SAN ANTONIO — The pandemic drastically impacted our health and finances by leaving many unemployed and uninsured.
In a bit of aid, federal government reopened the Affordable Care Act’s insurance marketplace so those who need healthcare can sign up. Yet schemers are taking advantage of the special enrollment period to get your money and personal information.
The special enrollment period for health care insurance is reopened from now until May 15. It gives you a chance to get medical coverage if you need it, but the Federal Trade Commission said it also allows schemers the opportunity to call, email and text to try to get your money or personal information. There are some red flags to watch out for.
For one, no one from the government will call you about health insurance or ever ask you to verify your social security number or financial information like your bank account number on the phone. If someone does, that person is a schemer.
There are people who offer legitimate help with the health insurance marketplace.

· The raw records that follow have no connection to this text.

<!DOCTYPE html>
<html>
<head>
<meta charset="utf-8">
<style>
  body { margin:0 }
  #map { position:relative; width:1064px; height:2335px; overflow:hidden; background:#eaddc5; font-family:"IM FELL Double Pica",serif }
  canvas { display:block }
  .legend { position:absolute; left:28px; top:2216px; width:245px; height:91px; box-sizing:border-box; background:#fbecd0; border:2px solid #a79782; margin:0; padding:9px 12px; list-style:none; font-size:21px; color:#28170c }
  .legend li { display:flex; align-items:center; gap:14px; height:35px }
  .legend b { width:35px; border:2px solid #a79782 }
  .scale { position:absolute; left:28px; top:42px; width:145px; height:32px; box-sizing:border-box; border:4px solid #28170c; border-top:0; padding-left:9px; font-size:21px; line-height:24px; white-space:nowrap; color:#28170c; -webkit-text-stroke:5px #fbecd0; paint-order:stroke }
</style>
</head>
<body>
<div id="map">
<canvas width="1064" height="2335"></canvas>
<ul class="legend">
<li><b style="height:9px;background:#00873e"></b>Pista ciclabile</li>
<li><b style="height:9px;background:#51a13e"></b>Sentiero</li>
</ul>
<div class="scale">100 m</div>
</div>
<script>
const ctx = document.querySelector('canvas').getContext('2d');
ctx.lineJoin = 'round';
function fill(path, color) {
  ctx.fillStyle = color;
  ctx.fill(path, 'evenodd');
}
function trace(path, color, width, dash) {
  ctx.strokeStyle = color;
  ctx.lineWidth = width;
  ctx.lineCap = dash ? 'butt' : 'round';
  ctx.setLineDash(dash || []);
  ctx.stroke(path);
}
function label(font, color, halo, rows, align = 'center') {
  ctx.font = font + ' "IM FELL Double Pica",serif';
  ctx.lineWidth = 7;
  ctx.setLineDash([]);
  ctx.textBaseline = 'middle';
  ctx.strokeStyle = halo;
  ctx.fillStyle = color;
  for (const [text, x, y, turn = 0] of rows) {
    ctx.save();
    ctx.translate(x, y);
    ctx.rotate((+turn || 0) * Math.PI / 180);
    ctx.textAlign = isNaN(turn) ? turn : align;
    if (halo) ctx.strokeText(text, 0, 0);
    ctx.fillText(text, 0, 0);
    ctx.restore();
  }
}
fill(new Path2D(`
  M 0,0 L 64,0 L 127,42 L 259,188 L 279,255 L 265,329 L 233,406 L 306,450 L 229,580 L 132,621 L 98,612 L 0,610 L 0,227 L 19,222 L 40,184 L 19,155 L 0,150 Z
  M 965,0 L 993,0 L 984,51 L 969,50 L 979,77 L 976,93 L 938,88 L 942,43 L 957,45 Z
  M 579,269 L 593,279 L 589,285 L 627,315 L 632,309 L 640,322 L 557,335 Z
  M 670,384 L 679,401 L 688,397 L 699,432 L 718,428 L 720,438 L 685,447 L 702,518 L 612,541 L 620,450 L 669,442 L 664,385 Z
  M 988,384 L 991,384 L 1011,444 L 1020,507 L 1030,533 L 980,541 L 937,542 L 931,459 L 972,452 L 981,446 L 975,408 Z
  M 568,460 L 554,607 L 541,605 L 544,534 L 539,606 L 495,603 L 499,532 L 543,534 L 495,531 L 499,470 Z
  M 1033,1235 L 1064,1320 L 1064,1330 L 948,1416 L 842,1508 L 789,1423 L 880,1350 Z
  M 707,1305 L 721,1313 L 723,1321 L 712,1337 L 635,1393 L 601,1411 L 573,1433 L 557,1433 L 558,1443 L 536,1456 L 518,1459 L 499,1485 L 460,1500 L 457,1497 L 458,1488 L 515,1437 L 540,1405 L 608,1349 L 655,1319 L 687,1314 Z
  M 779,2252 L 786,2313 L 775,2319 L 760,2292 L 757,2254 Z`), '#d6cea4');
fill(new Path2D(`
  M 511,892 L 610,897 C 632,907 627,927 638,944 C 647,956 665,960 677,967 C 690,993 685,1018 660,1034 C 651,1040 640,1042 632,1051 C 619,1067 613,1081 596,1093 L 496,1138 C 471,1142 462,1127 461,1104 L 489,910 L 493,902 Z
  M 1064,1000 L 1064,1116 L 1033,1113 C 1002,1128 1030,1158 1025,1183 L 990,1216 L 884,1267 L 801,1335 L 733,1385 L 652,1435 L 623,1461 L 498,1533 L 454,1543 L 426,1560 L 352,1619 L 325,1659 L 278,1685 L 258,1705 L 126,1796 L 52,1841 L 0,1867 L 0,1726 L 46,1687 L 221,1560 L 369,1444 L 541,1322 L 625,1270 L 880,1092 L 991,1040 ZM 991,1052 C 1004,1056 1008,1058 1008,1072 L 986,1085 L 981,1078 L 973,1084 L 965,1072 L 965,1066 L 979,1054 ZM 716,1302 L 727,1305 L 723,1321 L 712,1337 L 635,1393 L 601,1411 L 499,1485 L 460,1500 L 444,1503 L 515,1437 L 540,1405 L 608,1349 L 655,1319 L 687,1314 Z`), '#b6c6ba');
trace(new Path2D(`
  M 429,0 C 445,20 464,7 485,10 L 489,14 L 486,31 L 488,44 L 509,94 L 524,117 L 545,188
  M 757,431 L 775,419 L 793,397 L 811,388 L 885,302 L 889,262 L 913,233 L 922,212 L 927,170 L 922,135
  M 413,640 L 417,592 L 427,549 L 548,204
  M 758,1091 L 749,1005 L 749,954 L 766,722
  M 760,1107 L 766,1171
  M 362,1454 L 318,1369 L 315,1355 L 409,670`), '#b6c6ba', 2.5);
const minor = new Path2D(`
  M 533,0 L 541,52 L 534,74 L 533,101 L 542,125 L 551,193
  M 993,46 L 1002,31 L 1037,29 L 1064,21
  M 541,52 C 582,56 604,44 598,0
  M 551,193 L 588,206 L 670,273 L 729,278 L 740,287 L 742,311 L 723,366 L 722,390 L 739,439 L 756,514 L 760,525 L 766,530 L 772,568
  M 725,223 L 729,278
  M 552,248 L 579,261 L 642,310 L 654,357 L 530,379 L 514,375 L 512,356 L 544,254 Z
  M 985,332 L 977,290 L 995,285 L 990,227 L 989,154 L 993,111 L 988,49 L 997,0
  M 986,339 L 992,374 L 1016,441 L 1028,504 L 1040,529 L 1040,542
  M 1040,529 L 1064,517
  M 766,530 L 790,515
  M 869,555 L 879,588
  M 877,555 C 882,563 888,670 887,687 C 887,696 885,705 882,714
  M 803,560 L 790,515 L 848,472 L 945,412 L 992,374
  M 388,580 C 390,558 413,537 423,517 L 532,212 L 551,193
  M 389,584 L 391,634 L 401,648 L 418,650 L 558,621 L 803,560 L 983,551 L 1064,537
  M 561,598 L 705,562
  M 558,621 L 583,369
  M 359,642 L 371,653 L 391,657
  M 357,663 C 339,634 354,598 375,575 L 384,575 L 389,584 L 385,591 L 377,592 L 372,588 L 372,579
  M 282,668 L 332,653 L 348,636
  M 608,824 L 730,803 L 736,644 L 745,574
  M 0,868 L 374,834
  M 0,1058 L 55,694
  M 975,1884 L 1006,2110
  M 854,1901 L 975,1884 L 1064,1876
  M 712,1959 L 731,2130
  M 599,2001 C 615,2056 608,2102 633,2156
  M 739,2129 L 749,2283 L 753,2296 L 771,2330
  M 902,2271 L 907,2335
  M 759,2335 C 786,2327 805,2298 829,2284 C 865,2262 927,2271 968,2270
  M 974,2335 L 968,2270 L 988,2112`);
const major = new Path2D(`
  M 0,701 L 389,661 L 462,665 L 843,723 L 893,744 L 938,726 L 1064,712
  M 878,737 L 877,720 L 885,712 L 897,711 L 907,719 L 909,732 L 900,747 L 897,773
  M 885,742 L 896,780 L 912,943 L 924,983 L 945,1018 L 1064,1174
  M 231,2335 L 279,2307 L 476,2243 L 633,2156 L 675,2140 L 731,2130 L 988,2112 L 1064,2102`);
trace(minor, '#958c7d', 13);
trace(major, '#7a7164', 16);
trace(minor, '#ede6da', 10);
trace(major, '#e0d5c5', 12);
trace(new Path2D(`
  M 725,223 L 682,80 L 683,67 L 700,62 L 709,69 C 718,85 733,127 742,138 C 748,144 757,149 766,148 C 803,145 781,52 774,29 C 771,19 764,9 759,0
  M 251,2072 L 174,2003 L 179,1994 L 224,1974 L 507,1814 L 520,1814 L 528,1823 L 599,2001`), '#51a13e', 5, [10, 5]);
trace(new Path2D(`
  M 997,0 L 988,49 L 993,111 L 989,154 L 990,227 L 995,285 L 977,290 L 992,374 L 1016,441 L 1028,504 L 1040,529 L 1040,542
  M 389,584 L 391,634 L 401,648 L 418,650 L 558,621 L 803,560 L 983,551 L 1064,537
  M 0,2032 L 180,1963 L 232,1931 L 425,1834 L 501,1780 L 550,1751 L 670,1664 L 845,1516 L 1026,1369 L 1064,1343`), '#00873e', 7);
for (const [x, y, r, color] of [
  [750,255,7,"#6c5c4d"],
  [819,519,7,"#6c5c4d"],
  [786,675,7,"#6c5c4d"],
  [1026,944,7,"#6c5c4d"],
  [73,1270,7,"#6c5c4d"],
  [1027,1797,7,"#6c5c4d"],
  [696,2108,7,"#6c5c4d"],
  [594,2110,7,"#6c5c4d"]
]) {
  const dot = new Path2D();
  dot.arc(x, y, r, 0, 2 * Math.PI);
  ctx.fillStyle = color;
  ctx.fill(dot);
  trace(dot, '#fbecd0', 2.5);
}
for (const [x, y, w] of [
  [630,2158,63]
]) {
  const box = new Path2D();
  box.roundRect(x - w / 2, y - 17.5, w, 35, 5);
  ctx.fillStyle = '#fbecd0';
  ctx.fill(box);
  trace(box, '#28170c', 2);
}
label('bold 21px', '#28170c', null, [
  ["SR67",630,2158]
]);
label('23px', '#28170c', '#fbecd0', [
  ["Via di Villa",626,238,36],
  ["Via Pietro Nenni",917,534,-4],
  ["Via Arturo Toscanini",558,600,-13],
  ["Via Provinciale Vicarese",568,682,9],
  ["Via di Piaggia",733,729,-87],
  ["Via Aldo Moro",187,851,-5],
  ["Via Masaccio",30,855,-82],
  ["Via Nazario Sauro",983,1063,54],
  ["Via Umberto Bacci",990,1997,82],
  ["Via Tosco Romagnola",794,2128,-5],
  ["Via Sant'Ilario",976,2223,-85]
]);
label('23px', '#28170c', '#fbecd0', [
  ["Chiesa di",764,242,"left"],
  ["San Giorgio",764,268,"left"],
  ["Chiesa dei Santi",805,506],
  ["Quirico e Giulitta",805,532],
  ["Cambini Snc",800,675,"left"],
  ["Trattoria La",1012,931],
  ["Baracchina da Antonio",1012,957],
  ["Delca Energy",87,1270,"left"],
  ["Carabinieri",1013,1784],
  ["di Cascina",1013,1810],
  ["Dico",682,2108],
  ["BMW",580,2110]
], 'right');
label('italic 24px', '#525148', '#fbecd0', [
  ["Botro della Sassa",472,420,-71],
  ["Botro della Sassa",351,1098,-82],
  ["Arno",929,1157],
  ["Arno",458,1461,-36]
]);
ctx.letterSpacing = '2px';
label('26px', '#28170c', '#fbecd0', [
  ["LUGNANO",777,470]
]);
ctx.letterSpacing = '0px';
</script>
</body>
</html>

They are often called “navigators” or “assisters.” They are not allowed to charge for help. If someone ask for payment in return for guidance, they are a schemer.
You will not get calls, emails or visits at your home from someone representing Affordable Care Act plans unless you are already enrolled. If you are not enrolled yet and get a call or other contact, that person is a schemer.
Make sure you are signing up for health insurance at the correct place. You should go to HealthCare.gov. If someone tries to sign you up at another site, they are a schemer.
Schemers know people will have lots of questions about the special enrollment period and will try to mislead you. Keep safe and get the coverage you need with these tips.